Social Security to finalize rules making expanded phone and video hearings permanent
When the COVID-19 pandemic hit, the agency quickly pivoted toward offering disability determination hearings by phone and video, options that remain popular today.
The Social Security Administration is set to finalize new rules codifying the agency’s expanded use of audio and video technology to conduct disability determination hearings after the formats retained their popularity following the end of the COVID-19 lockdowns.
If an American who has applied for Social Security disability benefits receives an initial determination rejecting their claim, they may appeal that decision and opt for a hearing before an administrative law judge.
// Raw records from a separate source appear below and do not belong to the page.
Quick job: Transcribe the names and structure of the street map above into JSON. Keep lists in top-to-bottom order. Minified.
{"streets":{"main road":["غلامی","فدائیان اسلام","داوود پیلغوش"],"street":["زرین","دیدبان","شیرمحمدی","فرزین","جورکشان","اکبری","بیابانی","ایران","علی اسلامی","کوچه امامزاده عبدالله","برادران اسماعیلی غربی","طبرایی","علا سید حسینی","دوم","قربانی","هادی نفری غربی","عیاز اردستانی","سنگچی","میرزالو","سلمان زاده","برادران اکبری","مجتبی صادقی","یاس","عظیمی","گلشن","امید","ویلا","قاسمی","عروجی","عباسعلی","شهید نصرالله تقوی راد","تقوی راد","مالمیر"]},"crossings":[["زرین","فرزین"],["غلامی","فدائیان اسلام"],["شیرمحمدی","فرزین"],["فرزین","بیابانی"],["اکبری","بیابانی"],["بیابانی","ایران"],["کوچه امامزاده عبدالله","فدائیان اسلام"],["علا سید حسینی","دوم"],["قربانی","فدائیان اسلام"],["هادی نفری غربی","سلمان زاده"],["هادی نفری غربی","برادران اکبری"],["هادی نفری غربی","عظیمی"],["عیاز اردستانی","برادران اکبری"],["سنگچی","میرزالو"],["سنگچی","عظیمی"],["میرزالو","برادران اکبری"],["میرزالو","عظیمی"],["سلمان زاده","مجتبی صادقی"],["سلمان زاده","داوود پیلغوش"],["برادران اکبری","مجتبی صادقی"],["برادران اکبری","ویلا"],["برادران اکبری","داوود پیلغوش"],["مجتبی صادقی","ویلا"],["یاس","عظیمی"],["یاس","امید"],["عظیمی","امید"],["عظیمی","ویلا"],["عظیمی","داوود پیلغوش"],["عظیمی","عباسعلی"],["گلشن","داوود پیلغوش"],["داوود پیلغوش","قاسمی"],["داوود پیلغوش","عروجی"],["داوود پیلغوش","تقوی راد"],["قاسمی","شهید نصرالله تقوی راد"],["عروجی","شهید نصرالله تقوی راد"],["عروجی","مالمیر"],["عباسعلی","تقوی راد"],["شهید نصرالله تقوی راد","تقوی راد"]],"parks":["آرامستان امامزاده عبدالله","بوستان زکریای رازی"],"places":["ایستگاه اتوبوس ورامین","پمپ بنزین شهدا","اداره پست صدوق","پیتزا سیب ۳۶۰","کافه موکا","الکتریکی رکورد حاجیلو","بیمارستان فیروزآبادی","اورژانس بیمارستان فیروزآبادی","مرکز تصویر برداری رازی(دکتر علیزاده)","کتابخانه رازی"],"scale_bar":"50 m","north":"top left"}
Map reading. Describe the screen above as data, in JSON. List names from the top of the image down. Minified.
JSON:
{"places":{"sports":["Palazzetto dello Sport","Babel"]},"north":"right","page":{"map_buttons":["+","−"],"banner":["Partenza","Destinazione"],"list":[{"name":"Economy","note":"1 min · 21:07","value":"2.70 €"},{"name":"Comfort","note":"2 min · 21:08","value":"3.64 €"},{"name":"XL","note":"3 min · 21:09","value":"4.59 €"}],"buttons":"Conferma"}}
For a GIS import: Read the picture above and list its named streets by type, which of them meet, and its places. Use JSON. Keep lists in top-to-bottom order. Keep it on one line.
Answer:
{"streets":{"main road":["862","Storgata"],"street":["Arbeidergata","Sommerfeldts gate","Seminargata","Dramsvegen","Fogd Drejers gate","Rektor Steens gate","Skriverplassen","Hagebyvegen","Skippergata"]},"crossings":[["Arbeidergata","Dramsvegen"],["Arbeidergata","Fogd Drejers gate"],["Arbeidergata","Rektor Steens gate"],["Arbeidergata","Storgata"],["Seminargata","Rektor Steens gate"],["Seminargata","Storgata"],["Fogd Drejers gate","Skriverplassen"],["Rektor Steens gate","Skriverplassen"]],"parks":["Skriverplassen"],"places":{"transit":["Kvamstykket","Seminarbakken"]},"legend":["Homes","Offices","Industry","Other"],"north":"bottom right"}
Prior to the COVID-19 pandemic, SSA offered a mix of in-person and “agency video” hearings, a term referred to when the applicant attends the hearing virtually from an SSA field office, along with a limited number of hearings via telephone.
The advent of the pandemic, with its resulting lockdowns shuttering most public places, required the agency to massively expand all of its virtual hearing options, including by allowing disability applicants to attend hearings using their own video equipment, like smartphones or webcams, at home.
But in the years since the advent of vaccines to combat the virus, virtual hearings have remained popular among SSA employees and applicants alike. In a final rule set for publication in the Federal Register Monday, the agency will formalize its current hearing options in its regulations.
“In March 2020, we began offering claimants the option to appear at hearings by telephone and later offered claimants the additional option to appear by online video in response to the COVID-19 national public health emergency,” the agency wrote. “Based on our positive experiences with these manners of appearance during the COVID-19 national health emergency and beyond, and in an effort to incorporate greater flexibility into our rules for claimants, we are adopting audio and online video as standard manners of appearance in our hearing process.”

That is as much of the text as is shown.